Postdoc researchers receive a competitive salary and benefits package, and are eligible for relocation expenses. Postdoc researchers are hired for a two-year term appointment following the academic calendar, starting in July 2014. Applicants must have completed the requirements for a PhD, including submission of their dissertation, prior to joining Microsoft Research. We do accept applicants with tenure-track job offers from other institutions so long as they are able to negotiate deferring their start date to accept our position.

While each of the thirteen Microsoft Research labs has openings in a variety of different disciplines, the Social Media Collective at Microsoft Research New England (located in Cambridge, MA) is especially interested in identifying social science/humanities candidates with critical approaches to their topics. Qualifications include a strong academic record in anthropology, communication, media studies, sociology, science and technology studies, or a related field. The ideal candidate may be trained in any number of disciplines, but should have a strong social scientific or humanistic methodological, analytical, and theoretical foundation, be interested in questions related to technology or the internet and society or culture, and be interested in working in a highly interdisciplinary environment that includes computer scientists, mathematicians, and economists.

The Social Media Collective is comprised of full-time researchers, postdocs, visiting faculty, PhD interns, and research assistants. Current projects include:

– How does the use of social media affect relationships between artists and audiences in creative industries? (Nancy Baym)
– What are the implications of regulating algorithms? (danah boyd)
– What are the politics, ethics and policy implications of big data science? (Kate Crawford)
– How does information infrastructure shape event epistemology? (Megan Finn)
– What are the cultural, political, and economic implications of crowdsourcing as a new form of semi-automated, globally-distributed digital labor? (Mary L. Gray)
– How do online technologies shape subcultures and communities of alterity? (Jessa Lingel)
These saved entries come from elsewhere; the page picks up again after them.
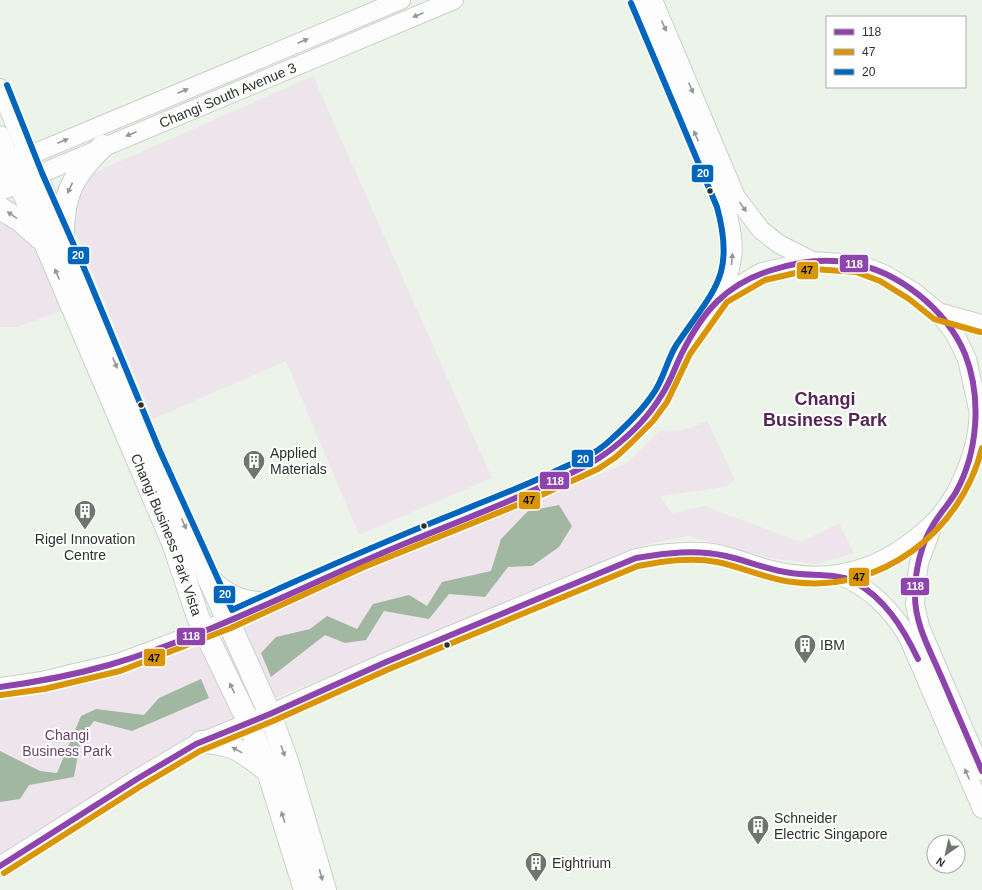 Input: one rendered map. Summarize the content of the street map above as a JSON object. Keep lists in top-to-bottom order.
{
  "streets": {
    "main road": ["Changi Business Park Vista"],
    "street": ["Changi South Avenue 3"]
  },
  "crossings": [
    ["Changi South Avenue 3", "Changi Business Park Vista"]
  ],
  "districts": ["Changi Business Park"],
  "parks": ["Changi Business Park"],
  "places": {
    "building": [
      "Applied Materials",
      "Rigel Innovation Centre",
      "IBM",
      "Schneider Electric Singapore",
      "Eightrium"
    ]
  },
  "lines": ["transit line 20", "transit line 118", "transit line 47"],
  "legend": ["118", "47", "20"],
  "north": "bottom left"
} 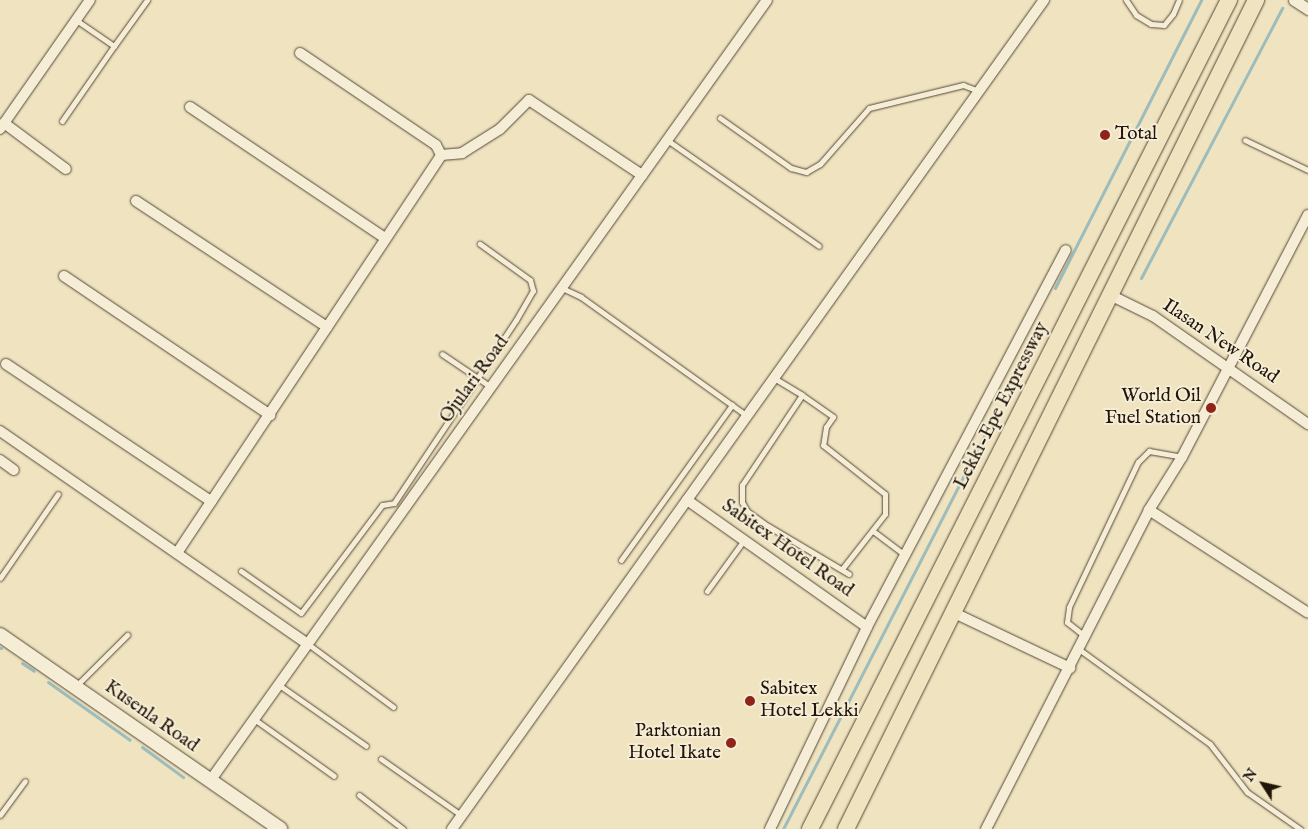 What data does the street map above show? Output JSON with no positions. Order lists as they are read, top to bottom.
{
  "streets": {
    "highway": ["Lekki-Epe Expressway"],
    "main road": ["Kusenla Road"],
    "street": ["Ilasan New Road", "Ojulari Road", "Sabitex Hotel Road"]
  },
  "crossings": [
    ["Ojulari Road", "Kusenla Road"]
  ],
  "places": [
    "Total",
    "World Oil Fuel Station",
    "Sabitex Hotel Lekki",
    "Parktonian Hotel Ikate"
  ],
  "north": "top left"
} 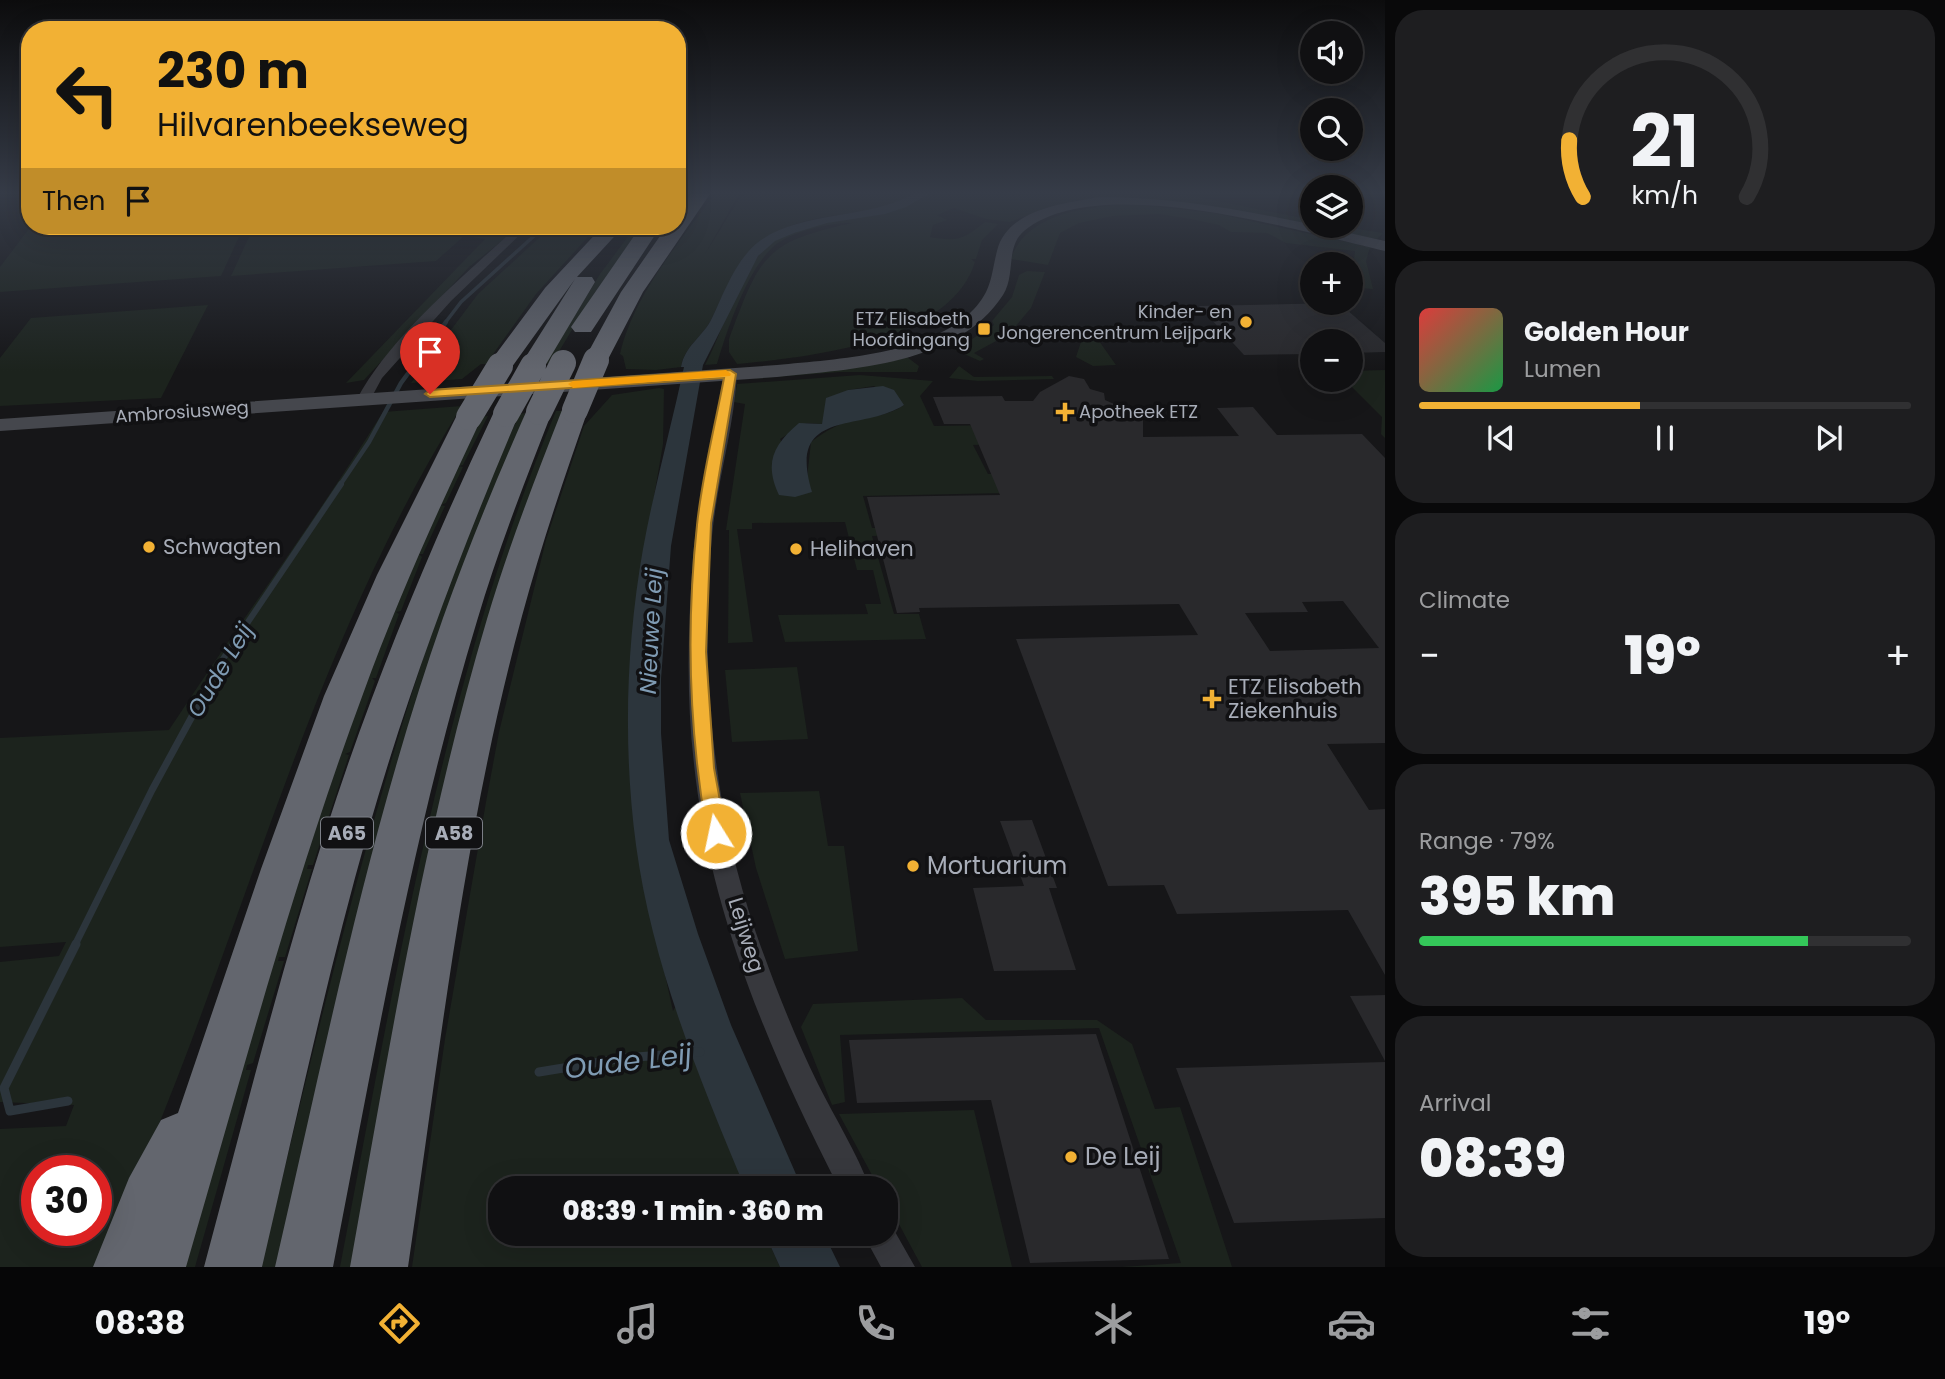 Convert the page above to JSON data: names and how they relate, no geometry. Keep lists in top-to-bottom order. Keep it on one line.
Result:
{"streets":{"highway":["A65","A58"],"street":["Ambrosiusweg","Leijweg"]},"crossings":[["Ambrosiusweg","Leijweg"],["A65","A58"]],"water":["Nieuwe Leij","Oude Leij"],"places":{"other":["Kinder- en Jongerencentrum Leijpark","Schwagten","Helihaven","Mortuarium","De Leij"],"transit":["ETZ Elisabeth Hoofdingang"],"health":["Apotheek ETZ","ETZ Elisabeth Ziekenhuis"]},"page":{"map_buttons":["+","−"],"turn":["230 m","Hilvarenbeekseweg"],"then":"Then","song":["Golden Hour","Lumen"],"tile":["Climate",["Range · 79%","395 km"],["Arrival","08:39"]],"heat":["−","19°","+"],"limit":"30","trip":"08:39 · 1 min · 360 m","tabs":["08:38","19°"],"gauge":["21","km/h"]}}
To apply for a postdoc position at MSRNE:

Submit an online application here.

– Indicate that your research area of interest is “Anthropology, Communication, Media Studies, and Sociology” and that your location preference is “New England, MA, U.S.”

– In addition to the CV and names of three referees (including your dissertation advisor) that the online application will require you to include, upload the following 3 attachments with your online application:

a) two journal articles, book chapters, or equivalent writing samples (uploaded as 2 separate attachments);

b) a single research statement (four page maximum length) that addresses the following: outlines the questions and methodologies central to your research agenda (~two page maximum length); provides an abstract and chapter outline of your dissertation (~one page maximum length); offers a description of how your research agenda relates to research conducted by the social media collective (~one page maximum length)

After you submit your application, a request for letters will be sent to your list of referees on your behalf. You can check the status of progress on individual reference requests at any time by clicking the status tab within your application page. Note that a complete application includes three submitted letters of reference.


Please make sure to check back with your referees if you have any questions about the status of your requested letters of recommendation.